Company's origins and Proprietary technology
Fintan Walton:
Hello and welcome to pharmaventures business review here at Bio in San Diego California. On this show I have Khursheed Anwer who is chief scientific officer and senior vice president at the company called EGEN which was formerly called Expression Genetics. Welcome to the show.
Khursheed Anwer:
Thank you Fintan Walton good to be here.
Fintan Walton:
Good. Khursheed AnwerEGEN is an interesting company because it is developing these new platforms which all revolve around some interesting technology that's coming up to the pharmaceutical industry that technology is one that people are now familiar with which is interference RNA, siRNA, shRNA and so forth. Tell us about the origins of Expression Genetics and how you got involved in this new exciting area.
Khursheed Anwer:
Very good. Expression Genetics was founded in University of Utah by professor Sung Wan Kim's laboratory and then it was fully operational in July 2002 in University of Alabama and that's when I joined the company and before that I was working with another company Valentis, GeneMedicine which had history of developing DNA therapeutics for quite some time and so I moved to University of Alabama started this company R&D from scratch.
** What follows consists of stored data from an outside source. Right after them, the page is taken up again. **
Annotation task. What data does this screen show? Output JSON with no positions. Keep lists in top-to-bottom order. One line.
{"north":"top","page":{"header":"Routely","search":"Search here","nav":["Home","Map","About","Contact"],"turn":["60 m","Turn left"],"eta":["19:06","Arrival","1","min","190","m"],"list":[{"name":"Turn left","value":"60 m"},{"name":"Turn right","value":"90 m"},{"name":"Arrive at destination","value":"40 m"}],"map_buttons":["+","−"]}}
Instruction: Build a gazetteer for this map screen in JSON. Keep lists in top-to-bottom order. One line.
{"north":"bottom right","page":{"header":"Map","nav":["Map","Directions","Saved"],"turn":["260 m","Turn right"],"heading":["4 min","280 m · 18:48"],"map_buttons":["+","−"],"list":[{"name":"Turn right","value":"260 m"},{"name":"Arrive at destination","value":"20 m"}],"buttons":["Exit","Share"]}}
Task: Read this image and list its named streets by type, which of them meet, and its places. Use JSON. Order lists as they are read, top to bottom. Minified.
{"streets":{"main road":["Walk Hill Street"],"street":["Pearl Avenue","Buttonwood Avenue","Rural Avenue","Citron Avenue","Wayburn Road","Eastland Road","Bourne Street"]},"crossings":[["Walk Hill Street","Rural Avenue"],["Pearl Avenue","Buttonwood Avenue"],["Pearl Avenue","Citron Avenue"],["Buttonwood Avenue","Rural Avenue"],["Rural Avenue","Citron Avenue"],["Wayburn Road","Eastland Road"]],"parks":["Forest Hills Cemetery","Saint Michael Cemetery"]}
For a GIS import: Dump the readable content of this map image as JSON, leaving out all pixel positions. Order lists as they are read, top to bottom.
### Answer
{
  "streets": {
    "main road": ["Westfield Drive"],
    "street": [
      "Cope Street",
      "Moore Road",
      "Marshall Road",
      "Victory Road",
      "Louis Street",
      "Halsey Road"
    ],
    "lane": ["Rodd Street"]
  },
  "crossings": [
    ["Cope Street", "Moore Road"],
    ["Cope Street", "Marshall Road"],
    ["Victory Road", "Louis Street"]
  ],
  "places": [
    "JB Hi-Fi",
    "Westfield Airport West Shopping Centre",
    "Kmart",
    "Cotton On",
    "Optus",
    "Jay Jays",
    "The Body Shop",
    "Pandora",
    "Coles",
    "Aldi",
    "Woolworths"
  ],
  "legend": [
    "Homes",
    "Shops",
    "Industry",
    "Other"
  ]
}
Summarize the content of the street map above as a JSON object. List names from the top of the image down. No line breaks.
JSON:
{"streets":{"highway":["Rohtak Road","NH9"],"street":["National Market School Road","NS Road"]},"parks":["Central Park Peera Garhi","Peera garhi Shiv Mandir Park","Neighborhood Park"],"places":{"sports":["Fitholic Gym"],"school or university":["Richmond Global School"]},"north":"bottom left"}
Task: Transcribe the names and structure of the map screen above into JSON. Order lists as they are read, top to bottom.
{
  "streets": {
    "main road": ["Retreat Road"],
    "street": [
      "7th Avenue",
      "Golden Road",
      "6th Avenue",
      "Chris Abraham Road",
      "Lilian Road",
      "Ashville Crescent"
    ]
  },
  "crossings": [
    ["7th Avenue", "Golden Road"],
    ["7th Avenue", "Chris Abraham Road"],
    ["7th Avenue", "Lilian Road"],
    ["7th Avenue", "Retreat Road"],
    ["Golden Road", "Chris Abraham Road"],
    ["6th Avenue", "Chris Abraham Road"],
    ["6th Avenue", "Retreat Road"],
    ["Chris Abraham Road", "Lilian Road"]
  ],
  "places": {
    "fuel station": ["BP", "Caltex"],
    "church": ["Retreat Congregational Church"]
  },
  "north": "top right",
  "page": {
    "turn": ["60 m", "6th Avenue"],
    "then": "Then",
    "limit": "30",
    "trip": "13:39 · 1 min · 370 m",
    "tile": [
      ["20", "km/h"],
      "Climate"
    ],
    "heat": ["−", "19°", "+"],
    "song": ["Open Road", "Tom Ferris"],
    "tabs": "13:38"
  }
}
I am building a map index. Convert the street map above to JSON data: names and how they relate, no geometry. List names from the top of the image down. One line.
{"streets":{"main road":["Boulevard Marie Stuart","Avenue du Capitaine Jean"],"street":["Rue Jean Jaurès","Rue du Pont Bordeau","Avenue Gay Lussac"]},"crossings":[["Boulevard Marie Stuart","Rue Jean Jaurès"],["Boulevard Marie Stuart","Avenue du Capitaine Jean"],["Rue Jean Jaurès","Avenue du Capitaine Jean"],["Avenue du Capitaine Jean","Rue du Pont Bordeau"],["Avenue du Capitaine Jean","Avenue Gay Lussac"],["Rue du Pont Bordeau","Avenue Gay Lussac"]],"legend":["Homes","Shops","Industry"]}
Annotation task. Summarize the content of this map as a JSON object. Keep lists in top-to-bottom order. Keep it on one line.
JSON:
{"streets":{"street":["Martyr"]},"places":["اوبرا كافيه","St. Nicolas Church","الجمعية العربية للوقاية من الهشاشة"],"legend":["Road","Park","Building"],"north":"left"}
Hired very good people locally and then from nationally to really tackle this problem of Nucleic acid therapeutics. Now as you said nucleic acid therapeutics is a powerful tool to treat diseases. You can have a over expression of a good gene that can fight cancer, lower blood glucose level through gene therapy approach. You can also do opposite to it. You can inhibit the expression of a bad gene such as a cancer causing gene, a gene that's belong to virus and cause infection by a very opposite approach which is to inhibit the expression of those proteins and that's as you said gene silencing. So it's a very cutting edge technology. There is no doubt there's no doubt that nucleic acid is going to be a powerful therapeutics but the question is that how you get to the site of their action. For example if it's a DNA therapeutic it has to be at the nucleus where it works as a transcription factors and produce protein. If it is siRNA it has to be inside the cell so from the side of injection to where these therapeutics perform key is delivery and that's only the core of business of Expression Genetics.
Fintan Walton:
Sure
Khursheed Anwer:
And I think my experience in nucleic acid Delivery and of my colleagues and the management Danny Lewis was been involved in control release for long time, Milton Harris who has developed PEGylation technology, Dr Robert Langer from (indiscernable) are the senior type of management people on the board that has really supported our effort into research and development. I think we are at a very great stage to be able to take this delivery technology into new class of therapeutics which are DNA and RNA .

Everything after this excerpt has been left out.